Previous computer input devices, such as mice, include rotatable balls mounted within a housing, yet rotatably engaging a surface. As the housing of such a mouse translates across the surface, the ball rotates within the housing, engaging horizontal and vertical wheels that rotate against the ball, thereby indicating horizontal and vertical movement of the mouse across the surface. When the device is lifted from the surface, hereinafter referred to as lift-off, the ball stops rotating and the horizontal and vertical movement information provided by the wheels stops. Horizontal and vertical wheel rotation translates into an on-screen visual image of a cursor that responds to movement of the device. Because such devices have a moving ball that must pass through a hole in the housing, such devices often become contaminated with dust and dirt, which may yield inaccurate or intermittent cursor tracking. Moreover, the tracking surface and ball must have sufficient friction between the two to cause the ball to rotate when the housing translates over the surface. To help provide such friction and minimize contamination of the device, specialized tracking surfaces (e.g., mouse pads) are typically used. Thus, a major limitation of such a device is that it requires a tracking surface with particular characteristics, such as adequate friction and cleanliness, which are not readily found on all surfaces.
Building upon these primarily mechanical tracking devices, optical tracking devices have become available. Such devices optically track movement of a surface, rather than mechanically as with the devices described immediately above. These systems may avoid some of the drawbacks associated with the devices described above. In particular, these devices typically do not require wheels in contact with a movable ball, which acts as a common collection point for dust and dirt. Instead, the ball is typically covered with a distinct pattern. As the ball rotates over a surface, photodetectors facing another side of the ball collect information about the movement of the distinct pattern of the ball as the ball rotates. A tracking engine then collects this information, determines which way the pattern is translating and translates a cursor similarly, as described above. These devices offer improvements over previous designs by eliminating moving parts (the wheels) and changing the ball detection interaction from mechanical to optical. However, such devices lack the ability to track on any surface, requiring a suitable frictional interface between the ball and the surface. Moreover, these devices still require one moving part, the ball. In addition, aliasing artifacts may cause the cursor to skip, rather than move fluidly.
Still other optical devices place the pattern on the tracking surface (e.g., a mouse pad), rather than on the rotatable ball, thereby using the mouse pad to generate optical tracking information. Although such devices are able to eliminate the moving ball, they are less universal by requiring a specific tracking surface to operate.
Other more recent optical tracking devices have emerged that have eliminated the need for a patterned ball or mouse pad. One such device utilizes an LED to project light across the tracking surface at a grazing angle to the tracking surface. The mouse then collects tracking information by two methods. First, by tracking changes in color on the tracking surface by any pattern that may appear on the tracking surface, or second, by detecting dark shadows cast by high points in the surface texture, which appear as dark spots.

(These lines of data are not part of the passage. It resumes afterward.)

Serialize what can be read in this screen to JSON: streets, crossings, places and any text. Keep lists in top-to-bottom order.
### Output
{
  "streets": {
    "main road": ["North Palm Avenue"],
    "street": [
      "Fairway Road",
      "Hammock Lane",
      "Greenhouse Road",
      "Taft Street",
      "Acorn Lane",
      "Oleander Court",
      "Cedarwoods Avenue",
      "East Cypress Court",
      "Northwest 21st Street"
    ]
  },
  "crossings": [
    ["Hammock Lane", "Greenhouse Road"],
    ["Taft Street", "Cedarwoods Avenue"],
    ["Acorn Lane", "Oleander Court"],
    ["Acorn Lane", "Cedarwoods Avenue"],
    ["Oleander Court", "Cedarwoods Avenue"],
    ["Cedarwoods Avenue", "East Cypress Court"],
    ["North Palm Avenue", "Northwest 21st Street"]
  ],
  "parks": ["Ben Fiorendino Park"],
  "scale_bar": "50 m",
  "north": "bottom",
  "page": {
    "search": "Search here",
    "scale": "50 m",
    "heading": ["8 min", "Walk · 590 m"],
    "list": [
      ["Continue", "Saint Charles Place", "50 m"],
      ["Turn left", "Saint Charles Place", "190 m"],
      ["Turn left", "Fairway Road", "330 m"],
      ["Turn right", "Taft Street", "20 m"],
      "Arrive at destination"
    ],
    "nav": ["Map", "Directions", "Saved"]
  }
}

This device eliminates the moving ball of previous devices, and is useful on a variety of surfaces. However, smooth surfaces with little color variation, such as surfaces with a fine microfinish similar to glass or clear plastic, may prove difficult to track upon. Smooth surfaces generate no shadows from texture and present a low contrast image that may not provide adequate features upon which to track. Surfaces with very little color variation also present a low contrast image that may not provide adequate features upon which to track. For example, such a mouse could not track upon opal glass, which is a material consisting of very small colorless particles imbedded in a clear glass matrix. Opal glass generally includes a uniform colored surface and is very smooth.
However, these systems lack the ability to both track movement of a tracking surface over substantially any surface and detect when the device has been removed from the tracking surface for freezing the cursor.